Please copy out every line of the listing below in which the word "bottom" appears.

■ ■ ■

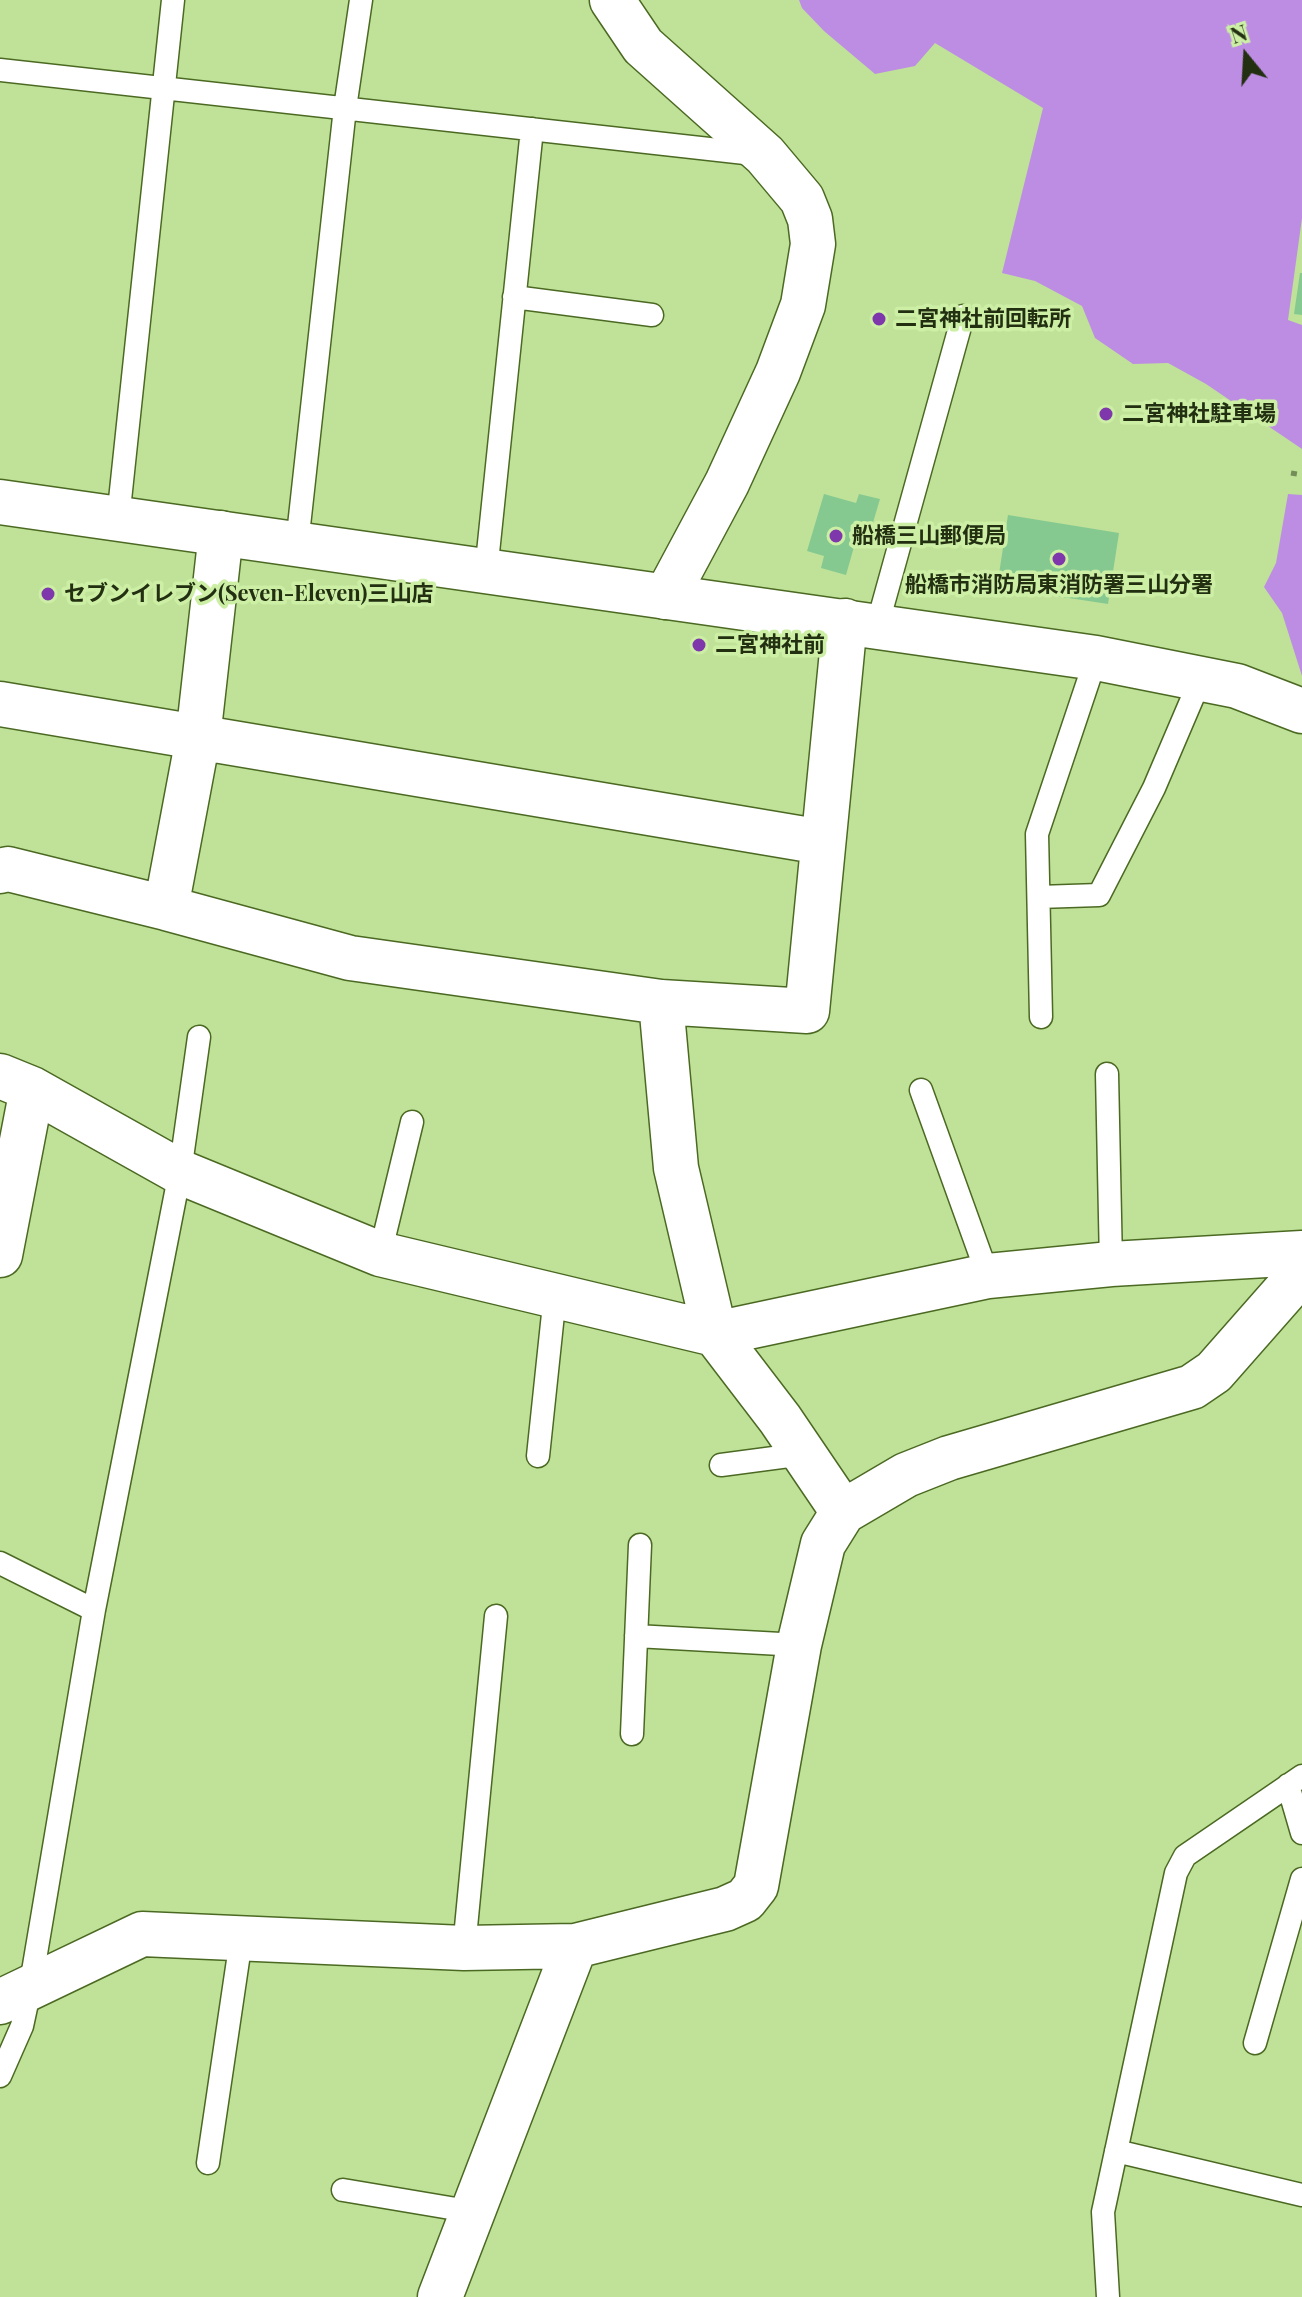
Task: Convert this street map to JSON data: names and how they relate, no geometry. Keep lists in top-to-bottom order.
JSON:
{
  "places": [
    "二宮神社前回転所",
    "二宮神社駐車場",
    "船橋三山郵便局",
    "船橋市消防局東消防署三山分署",
    "セブンイレブン(Seven-Eleven)三山店",
    "二宮神社前"
  ],
  "north": "top"
}
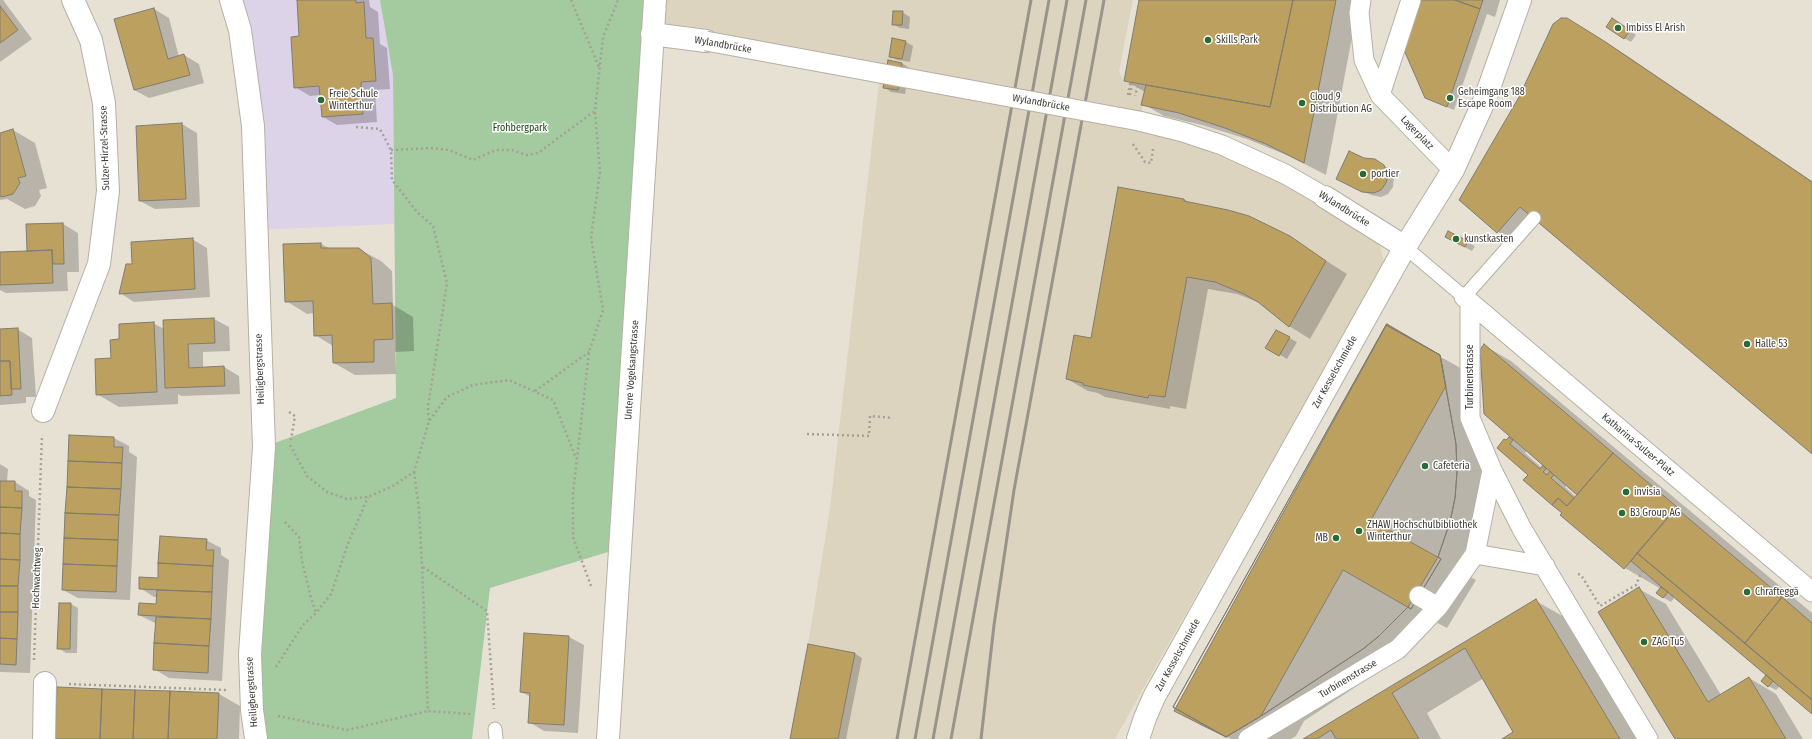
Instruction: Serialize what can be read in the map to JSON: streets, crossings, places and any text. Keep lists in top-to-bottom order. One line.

■ ■ ■

### Result
Task: Convert this street map to JSON data: names and how they relate, no geometry. Keep lists in top-to-bottom order.
Instruction: Serialize what can be read in the map to JSON: streets, crossings, places and any text. Keep lists in top-to-bottom order. One line.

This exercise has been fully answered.